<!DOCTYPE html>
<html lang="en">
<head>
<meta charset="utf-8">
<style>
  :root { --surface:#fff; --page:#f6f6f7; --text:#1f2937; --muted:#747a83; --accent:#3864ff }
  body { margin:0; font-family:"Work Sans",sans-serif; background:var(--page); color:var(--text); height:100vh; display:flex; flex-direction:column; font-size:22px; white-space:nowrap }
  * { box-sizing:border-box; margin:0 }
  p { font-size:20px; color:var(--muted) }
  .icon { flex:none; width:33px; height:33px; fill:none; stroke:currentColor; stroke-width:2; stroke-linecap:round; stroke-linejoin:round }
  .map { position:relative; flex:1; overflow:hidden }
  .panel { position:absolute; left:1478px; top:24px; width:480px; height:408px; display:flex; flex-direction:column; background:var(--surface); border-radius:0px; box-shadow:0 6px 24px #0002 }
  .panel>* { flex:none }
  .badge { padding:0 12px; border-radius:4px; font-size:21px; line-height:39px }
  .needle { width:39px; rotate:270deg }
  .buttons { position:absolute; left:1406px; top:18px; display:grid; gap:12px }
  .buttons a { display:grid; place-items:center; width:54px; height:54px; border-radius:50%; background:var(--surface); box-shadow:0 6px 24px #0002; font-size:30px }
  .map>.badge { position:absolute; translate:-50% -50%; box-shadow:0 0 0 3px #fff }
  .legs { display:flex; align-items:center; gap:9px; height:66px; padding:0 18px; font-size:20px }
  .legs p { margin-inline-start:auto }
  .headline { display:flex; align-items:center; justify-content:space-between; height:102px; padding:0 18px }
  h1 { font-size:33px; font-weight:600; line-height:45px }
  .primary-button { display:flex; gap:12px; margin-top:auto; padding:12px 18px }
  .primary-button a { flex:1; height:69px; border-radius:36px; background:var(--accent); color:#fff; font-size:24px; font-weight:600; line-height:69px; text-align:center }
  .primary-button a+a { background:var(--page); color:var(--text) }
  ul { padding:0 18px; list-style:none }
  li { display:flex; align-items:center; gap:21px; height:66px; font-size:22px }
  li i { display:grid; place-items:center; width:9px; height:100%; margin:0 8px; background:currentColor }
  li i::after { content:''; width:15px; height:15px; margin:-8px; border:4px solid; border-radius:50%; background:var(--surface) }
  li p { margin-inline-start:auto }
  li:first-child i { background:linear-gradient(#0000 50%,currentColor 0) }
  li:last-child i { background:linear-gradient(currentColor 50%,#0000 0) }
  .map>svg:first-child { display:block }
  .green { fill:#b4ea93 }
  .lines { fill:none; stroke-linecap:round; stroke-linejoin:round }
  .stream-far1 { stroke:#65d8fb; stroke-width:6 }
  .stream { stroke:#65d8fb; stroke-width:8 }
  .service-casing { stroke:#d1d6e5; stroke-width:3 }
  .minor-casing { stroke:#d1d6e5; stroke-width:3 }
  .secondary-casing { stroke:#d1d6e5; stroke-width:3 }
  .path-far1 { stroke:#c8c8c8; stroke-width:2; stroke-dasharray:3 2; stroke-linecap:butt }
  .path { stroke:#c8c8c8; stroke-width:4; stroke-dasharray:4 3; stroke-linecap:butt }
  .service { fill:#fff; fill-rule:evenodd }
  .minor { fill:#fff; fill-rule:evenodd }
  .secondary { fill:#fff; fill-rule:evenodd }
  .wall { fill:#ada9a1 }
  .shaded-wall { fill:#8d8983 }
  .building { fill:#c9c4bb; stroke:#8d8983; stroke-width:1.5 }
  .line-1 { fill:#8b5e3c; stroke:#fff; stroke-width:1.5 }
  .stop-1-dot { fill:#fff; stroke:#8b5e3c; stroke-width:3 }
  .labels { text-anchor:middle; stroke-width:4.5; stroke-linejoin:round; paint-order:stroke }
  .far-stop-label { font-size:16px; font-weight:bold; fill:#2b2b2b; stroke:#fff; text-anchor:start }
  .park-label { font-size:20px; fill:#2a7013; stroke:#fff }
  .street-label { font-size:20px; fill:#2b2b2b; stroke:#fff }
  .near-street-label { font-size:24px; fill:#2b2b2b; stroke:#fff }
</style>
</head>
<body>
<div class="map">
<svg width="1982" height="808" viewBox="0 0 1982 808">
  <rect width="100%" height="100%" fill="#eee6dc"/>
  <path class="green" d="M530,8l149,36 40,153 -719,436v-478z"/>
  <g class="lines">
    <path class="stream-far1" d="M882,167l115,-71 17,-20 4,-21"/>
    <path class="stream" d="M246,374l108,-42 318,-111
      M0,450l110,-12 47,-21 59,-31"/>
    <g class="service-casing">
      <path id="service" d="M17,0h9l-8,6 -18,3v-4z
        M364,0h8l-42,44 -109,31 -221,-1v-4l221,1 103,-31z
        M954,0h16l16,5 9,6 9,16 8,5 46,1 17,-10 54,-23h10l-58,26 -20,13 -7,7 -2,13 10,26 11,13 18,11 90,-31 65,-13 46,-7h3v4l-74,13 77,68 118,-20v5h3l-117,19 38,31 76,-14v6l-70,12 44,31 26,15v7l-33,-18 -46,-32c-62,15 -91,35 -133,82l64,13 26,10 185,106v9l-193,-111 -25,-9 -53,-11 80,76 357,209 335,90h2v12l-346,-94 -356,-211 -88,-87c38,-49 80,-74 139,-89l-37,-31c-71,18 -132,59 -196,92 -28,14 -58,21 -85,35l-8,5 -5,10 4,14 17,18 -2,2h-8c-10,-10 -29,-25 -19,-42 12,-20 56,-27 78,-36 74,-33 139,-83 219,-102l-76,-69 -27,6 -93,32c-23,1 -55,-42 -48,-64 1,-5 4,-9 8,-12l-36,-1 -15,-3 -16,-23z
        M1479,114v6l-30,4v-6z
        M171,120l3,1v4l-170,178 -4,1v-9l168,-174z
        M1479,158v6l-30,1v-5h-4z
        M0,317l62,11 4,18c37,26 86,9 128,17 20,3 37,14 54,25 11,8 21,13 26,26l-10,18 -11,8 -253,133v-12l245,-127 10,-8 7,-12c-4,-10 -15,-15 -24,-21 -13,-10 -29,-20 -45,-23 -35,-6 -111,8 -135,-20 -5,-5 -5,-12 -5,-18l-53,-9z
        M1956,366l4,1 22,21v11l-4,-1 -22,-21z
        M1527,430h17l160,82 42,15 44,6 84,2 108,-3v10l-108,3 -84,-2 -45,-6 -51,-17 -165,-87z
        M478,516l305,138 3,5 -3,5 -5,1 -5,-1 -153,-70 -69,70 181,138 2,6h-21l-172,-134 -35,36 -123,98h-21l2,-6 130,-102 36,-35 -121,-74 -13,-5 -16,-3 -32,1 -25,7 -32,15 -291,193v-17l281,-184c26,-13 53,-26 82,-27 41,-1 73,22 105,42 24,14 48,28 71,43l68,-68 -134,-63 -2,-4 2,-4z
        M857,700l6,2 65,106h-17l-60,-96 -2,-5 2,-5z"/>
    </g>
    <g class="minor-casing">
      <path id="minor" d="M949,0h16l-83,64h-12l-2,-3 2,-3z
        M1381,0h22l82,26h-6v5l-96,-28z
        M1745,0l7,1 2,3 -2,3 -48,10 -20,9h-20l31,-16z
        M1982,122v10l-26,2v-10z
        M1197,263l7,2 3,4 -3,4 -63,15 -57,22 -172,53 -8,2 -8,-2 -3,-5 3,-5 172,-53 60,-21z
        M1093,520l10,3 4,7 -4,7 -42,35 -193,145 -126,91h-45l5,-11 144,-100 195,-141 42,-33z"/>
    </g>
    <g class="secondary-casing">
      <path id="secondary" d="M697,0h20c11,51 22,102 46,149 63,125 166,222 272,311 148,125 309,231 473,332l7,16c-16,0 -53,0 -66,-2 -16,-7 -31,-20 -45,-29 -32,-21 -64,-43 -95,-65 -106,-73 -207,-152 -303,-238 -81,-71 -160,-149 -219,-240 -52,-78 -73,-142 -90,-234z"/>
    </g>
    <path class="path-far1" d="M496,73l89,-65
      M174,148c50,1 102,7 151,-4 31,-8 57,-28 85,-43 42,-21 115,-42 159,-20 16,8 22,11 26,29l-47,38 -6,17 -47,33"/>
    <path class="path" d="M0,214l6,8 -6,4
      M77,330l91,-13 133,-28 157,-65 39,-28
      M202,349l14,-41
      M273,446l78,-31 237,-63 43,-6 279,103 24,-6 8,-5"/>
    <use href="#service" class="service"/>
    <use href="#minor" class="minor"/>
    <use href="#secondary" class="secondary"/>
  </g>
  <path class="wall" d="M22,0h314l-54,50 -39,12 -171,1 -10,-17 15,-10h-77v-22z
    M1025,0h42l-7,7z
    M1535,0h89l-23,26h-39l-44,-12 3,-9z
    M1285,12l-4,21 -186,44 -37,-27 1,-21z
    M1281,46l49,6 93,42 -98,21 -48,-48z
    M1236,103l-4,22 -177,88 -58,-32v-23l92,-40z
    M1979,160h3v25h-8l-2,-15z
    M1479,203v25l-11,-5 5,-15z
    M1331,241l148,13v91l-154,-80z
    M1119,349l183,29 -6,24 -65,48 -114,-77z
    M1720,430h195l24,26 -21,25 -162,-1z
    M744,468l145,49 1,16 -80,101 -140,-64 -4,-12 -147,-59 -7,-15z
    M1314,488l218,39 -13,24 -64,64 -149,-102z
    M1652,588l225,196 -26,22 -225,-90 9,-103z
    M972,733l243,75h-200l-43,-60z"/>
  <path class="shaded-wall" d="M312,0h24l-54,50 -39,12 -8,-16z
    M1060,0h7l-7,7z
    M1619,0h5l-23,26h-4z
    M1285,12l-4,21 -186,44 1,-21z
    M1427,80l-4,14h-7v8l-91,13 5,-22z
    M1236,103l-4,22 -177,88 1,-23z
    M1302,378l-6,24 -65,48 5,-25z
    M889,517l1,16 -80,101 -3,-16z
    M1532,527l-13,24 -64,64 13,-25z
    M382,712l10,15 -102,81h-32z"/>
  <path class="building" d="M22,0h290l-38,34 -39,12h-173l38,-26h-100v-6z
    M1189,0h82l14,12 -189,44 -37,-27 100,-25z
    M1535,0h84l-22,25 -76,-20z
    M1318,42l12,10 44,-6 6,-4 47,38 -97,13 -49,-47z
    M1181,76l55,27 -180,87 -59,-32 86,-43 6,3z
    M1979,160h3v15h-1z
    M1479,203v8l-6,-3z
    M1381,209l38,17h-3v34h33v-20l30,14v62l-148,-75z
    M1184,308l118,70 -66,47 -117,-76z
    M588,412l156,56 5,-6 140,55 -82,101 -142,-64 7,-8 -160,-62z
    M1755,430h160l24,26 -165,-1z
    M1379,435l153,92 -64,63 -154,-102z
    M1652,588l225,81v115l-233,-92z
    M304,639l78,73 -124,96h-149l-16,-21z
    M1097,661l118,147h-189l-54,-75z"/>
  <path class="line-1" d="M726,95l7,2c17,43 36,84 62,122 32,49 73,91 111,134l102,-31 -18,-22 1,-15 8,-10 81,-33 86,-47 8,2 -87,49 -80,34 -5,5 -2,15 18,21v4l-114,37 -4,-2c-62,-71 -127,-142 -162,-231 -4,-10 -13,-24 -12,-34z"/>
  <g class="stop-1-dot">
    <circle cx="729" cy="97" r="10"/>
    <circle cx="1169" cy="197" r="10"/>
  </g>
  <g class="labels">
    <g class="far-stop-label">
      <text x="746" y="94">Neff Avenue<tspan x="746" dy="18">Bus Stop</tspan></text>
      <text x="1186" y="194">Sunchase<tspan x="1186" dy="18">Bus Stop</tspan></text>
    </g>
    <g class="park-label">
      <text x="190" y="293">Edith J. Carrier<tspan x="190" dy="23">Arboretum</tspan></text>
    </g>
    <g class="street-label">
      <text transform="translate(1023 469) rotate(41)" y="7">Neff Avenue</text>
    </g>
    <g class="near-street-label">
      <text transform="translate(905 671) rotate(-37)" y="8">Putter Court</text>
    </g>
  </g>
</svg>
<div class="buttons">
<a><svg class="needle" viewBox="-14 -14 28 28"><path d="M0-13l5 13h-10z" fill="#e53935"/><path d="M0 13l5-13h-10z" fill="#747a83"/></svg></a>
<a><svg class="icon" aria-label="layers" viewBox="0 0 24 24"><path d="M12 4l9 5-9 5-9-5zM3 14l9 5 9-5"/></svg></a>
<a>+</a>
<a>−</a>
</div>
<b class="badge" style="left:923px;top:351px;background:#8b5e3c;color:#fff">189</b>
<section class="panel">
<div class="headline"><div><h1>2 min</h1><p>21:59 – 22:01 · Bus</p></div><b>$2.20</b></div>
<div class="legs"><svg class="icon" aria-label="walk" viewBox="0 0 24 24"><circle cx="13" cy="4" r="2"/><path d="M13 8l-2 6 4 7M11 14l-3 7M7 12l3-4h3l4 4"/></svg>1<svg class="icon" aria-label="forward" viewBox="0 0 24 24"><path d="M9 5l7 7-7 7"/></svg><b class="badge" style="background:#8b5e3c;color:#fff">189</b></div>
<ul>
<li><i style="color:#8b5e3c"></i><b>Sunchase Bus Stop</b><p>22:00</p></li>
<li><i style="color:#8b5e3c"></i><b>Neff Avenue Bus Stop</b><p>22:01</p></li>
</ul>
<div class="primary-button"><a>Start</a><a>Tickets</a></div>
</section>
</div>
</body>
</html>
^^^^^^^^^^^^^^^^
For the string "buttons", go line by line through the material and copy every line that has it.

  .buttons { position:absolute; left:1406px; top:18px; display:grid; gap:12px }
  .buttons a { display:grid; place-items:center; width:54px; height:54px; border-radius:50%; background:var(--surface); box-shadow:0 6px 24px #0002; font-size:30px }
<div class="buttons">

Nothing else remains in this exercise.